# Anyone have an extra Evan tanner Sig?



## mmawrestler (May 18, 2008)

I was wondering if anyone made a few Evan tanner sigs and is only using one, and if so it would be awsome if i could use one of your other ones.

thanks, mmawrestler


----------



## NikosCC (May 16, 2007)

mmawrestler said:


> I was wondering if anyone made a few Evan tanner sigs and is only using one, and if so it would be awsome if i could use one of your other ones.
> 
> thanks, mmawrestler


Your not a paid member no one will be able to see your sig if you added it. Your more then welcome to Upgrade to Paid member.


----------



## mmawrestler (May 18, 2008)

oic, ya i really wanna get a paid membership but i dont have a credit card yet, (im only 18)


----------



## NikosCC (May 16, 2007)

mmawrestler said:


> oic, ya i really wanna get a paid membership but i dont have a credit card yet, (im only 18)

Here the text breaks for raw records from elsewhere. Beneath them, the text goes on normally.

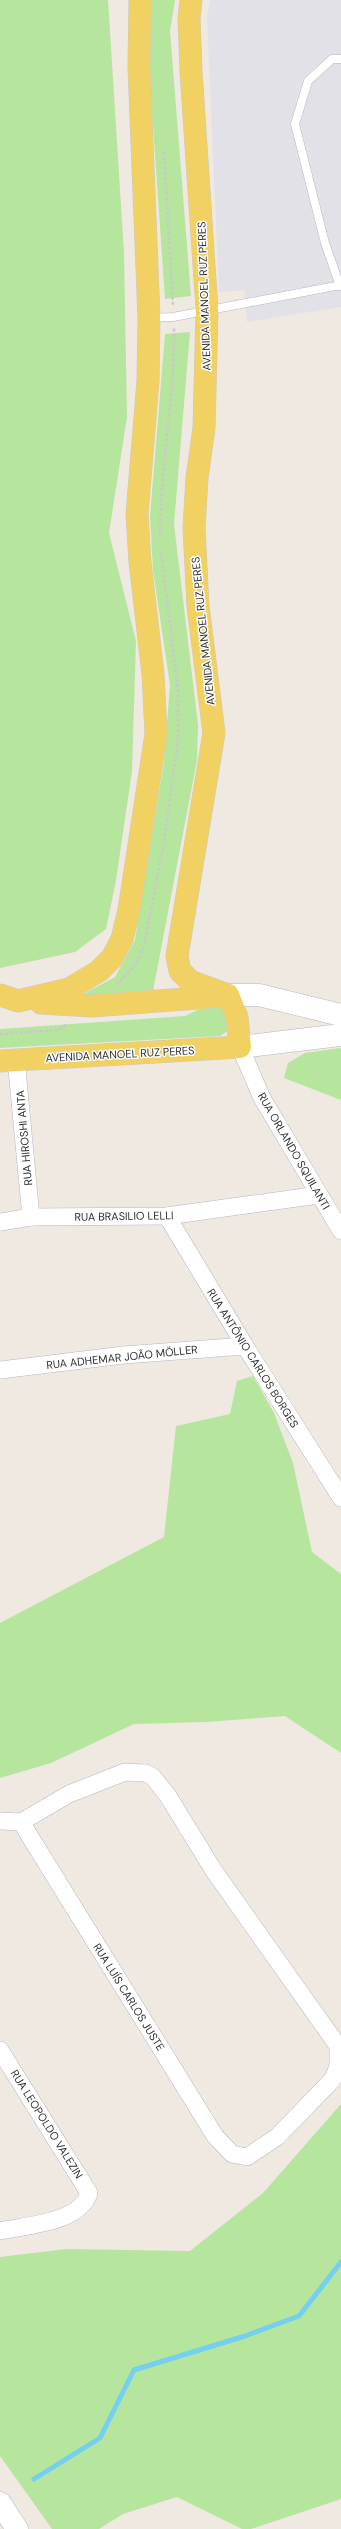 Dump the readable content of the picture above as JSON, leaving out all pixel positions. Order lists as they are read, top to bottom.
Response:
{
  "streets": {
    "main road": ["AVENIDA MANOEL RUZ PERES"],
    "street": [
      "RUA HIROSHI ANTA",
      "RUA ORLANDO SQUILANTI",
      "RUA BRASILIO LELLI",
      "RUA ADHEMAR JOÃO MÖLLER",
      "RUA ANTÔNIO CARLOS BORGES",
      "RUA LUÍS CARLOS JUSTE",
      "RUA LEOPOLDO VALEZIN"
    ]
  },
  "crossings": [
    ["AVENIDA MANOEL RUZ PERES", "RUA HIROSHI ANTA"],
    ["AVENIDA MANOEL RUZ PERES", "RUA ORLANDO SQUILANTI"],
    ["RUA HIROSHI ANTA", "RUA BRASILIO LELLI"],
    ["RUA ORLANDO SQUILANTI", "RUA BRASILIO LELLI"],
    ["RUA BRASILIO LELLI", "RUA ANTÔNIO CARLOS BORGES"],
    ["RUA ADHEMAR JOÃO MÖLLER", "RUA ANTÔNIO CARLOS BORGES"]
  ]
} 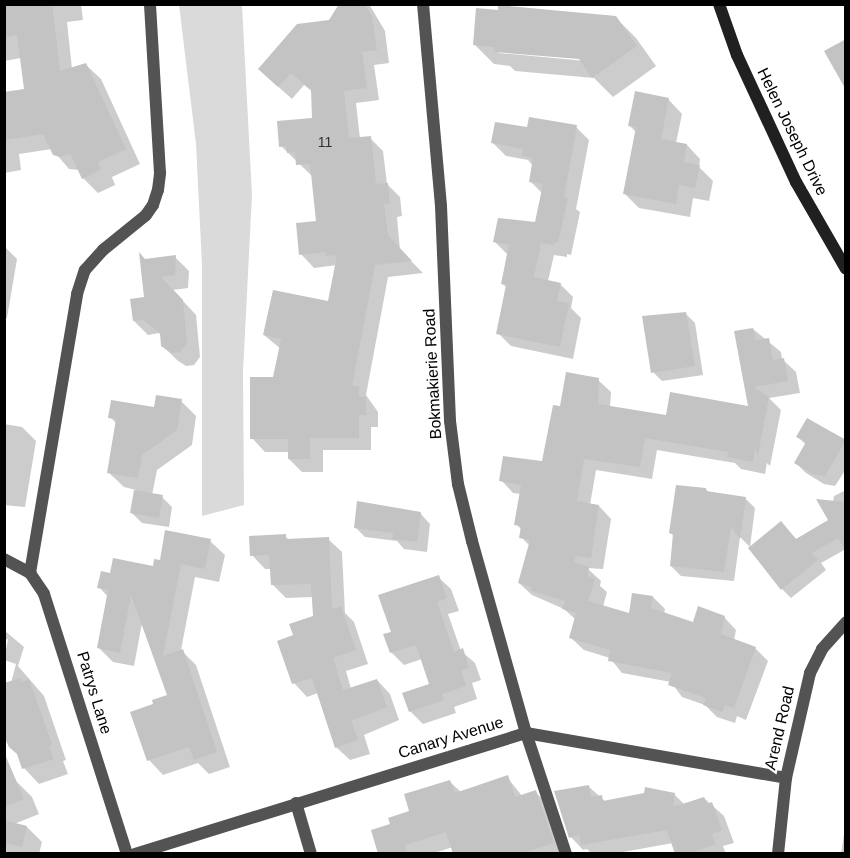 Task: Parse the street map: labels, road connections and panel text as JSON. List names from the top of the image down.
{
  "streets": {
    "street": [
      "Helen Joseph Drive",
      "Bokmakierie Road",
      "Patrys Lane",
      "Arend Road",
      "Canary Avenue"
    ]
  },
  "crossings": [
    ["Bokmakierie Road", "Canary Avenue"],
    ["Arend Road", "Canary Avenue"]
  ],
  "house_numbers": ["11"]
} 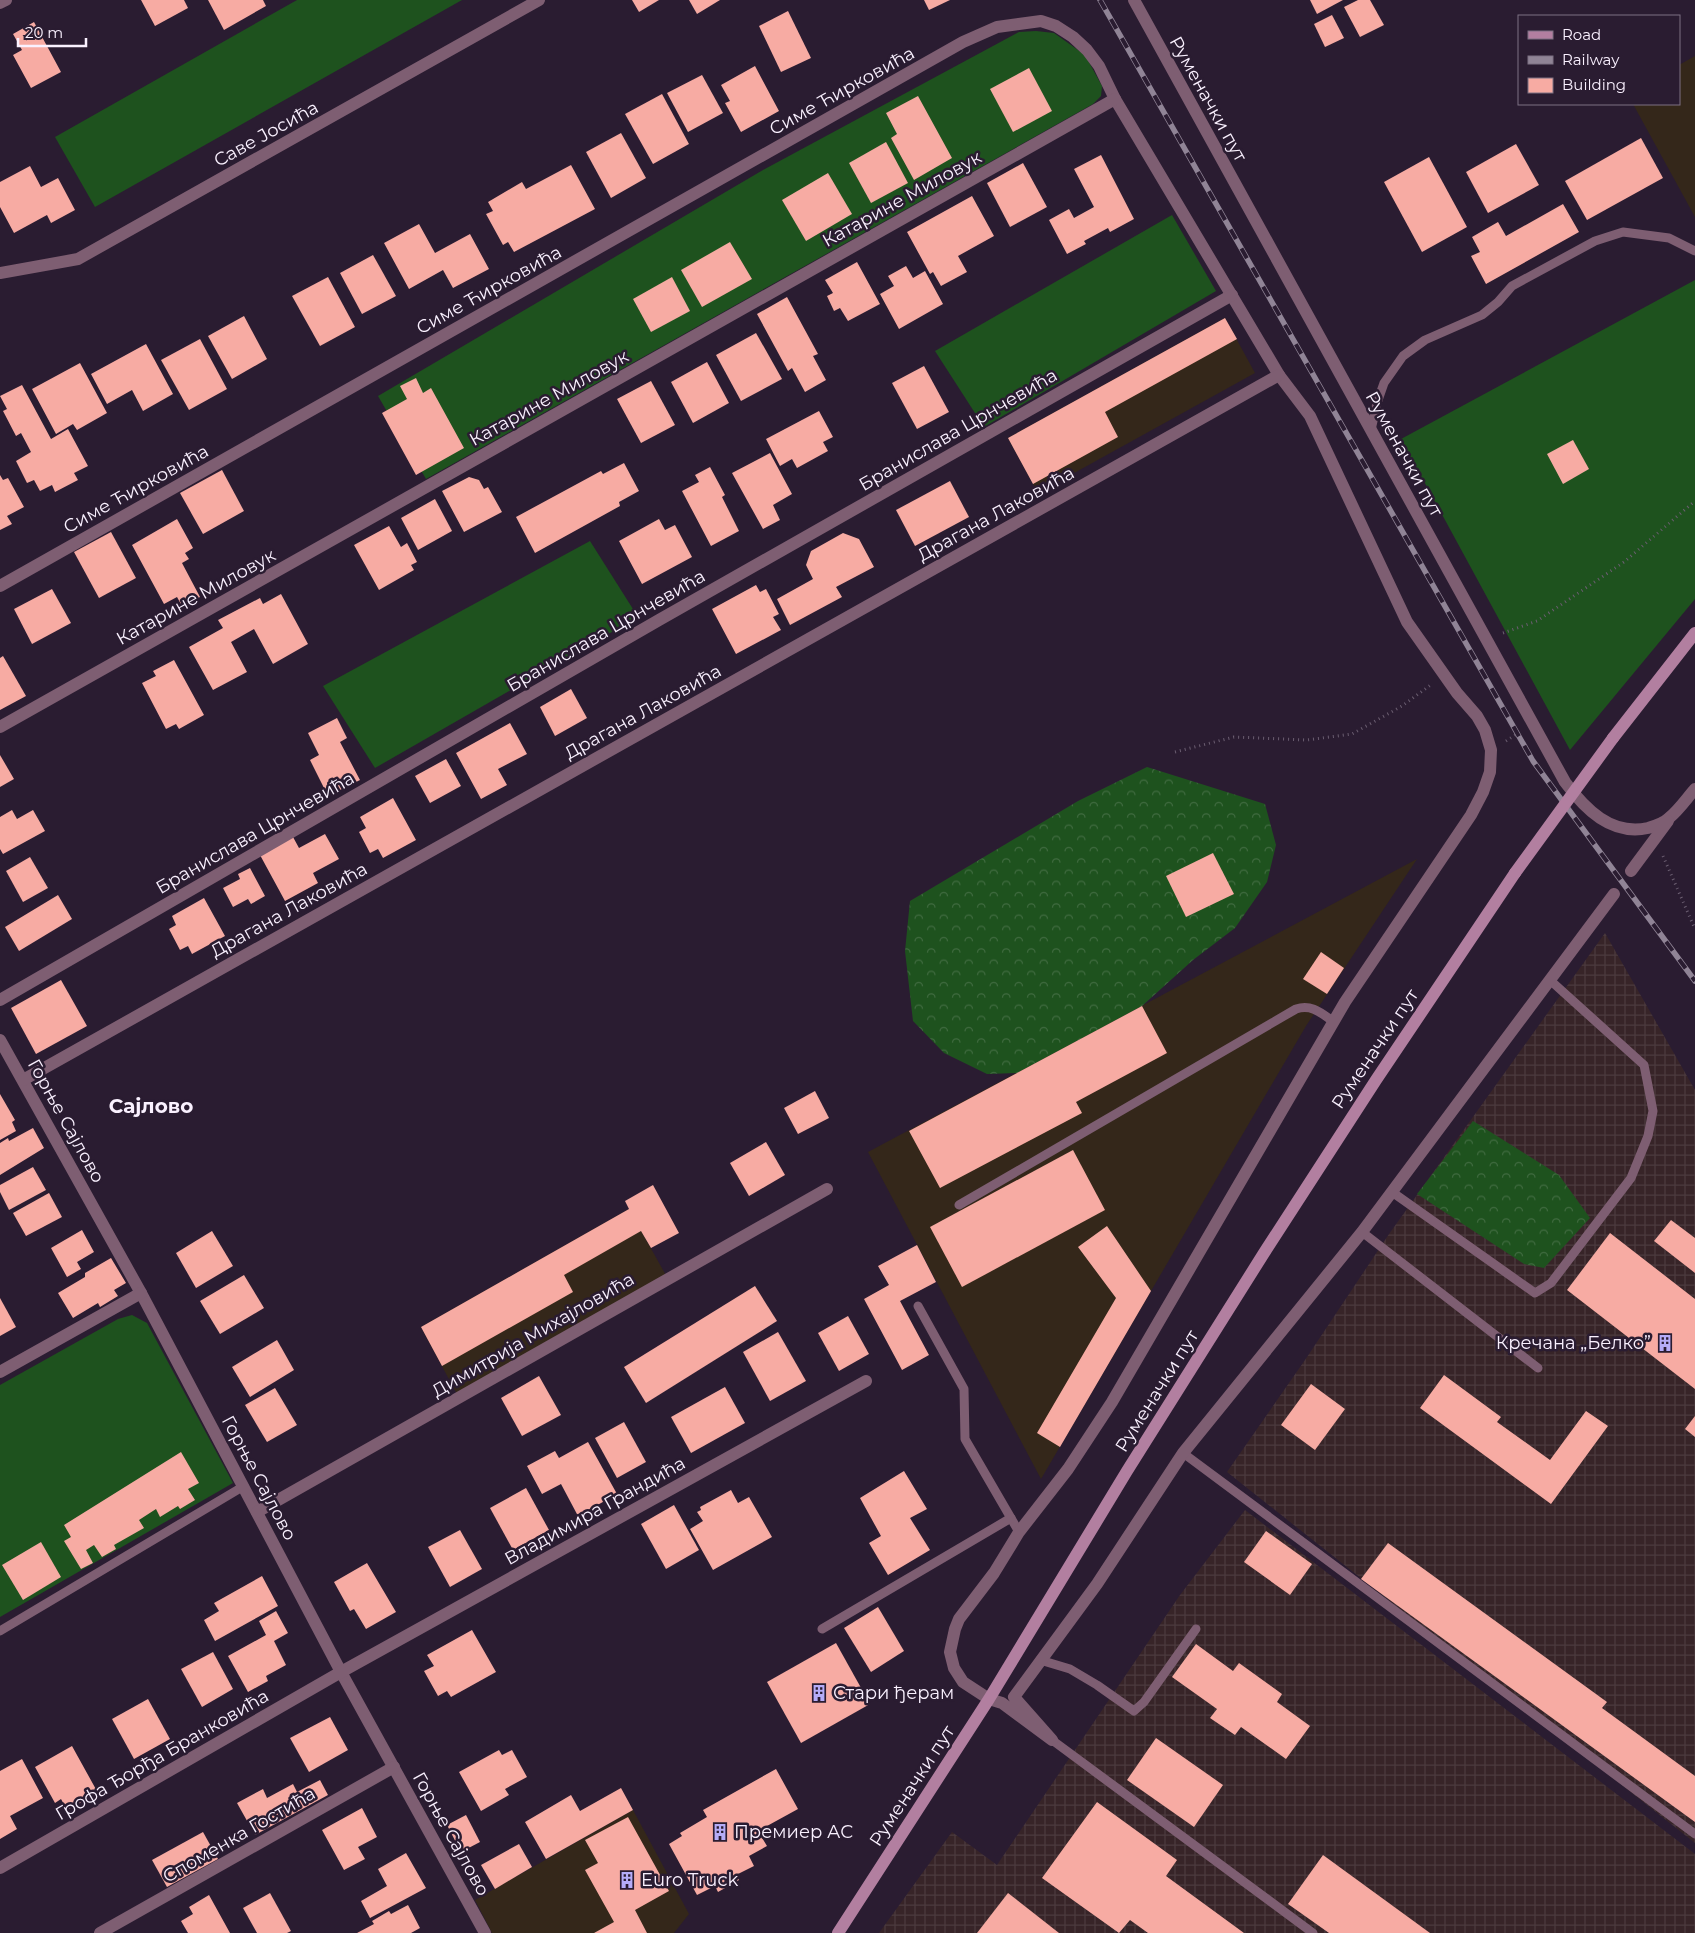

Join my GFX challenge its in the sticky in GFX section.. Nothing to loose and a membership to earn


----------



## MJB23 (Jan 26, 2007)

Give your parents $10 and use theirs or just get one of those prepaid visa/mc cards at like CVS or Rite Aid if you don't win NCC's GFX challenge.


----------



## mmawrestler (May 18, 2008)

yeah will do (what both u guys said)
i deffinatley wanna support the site


----------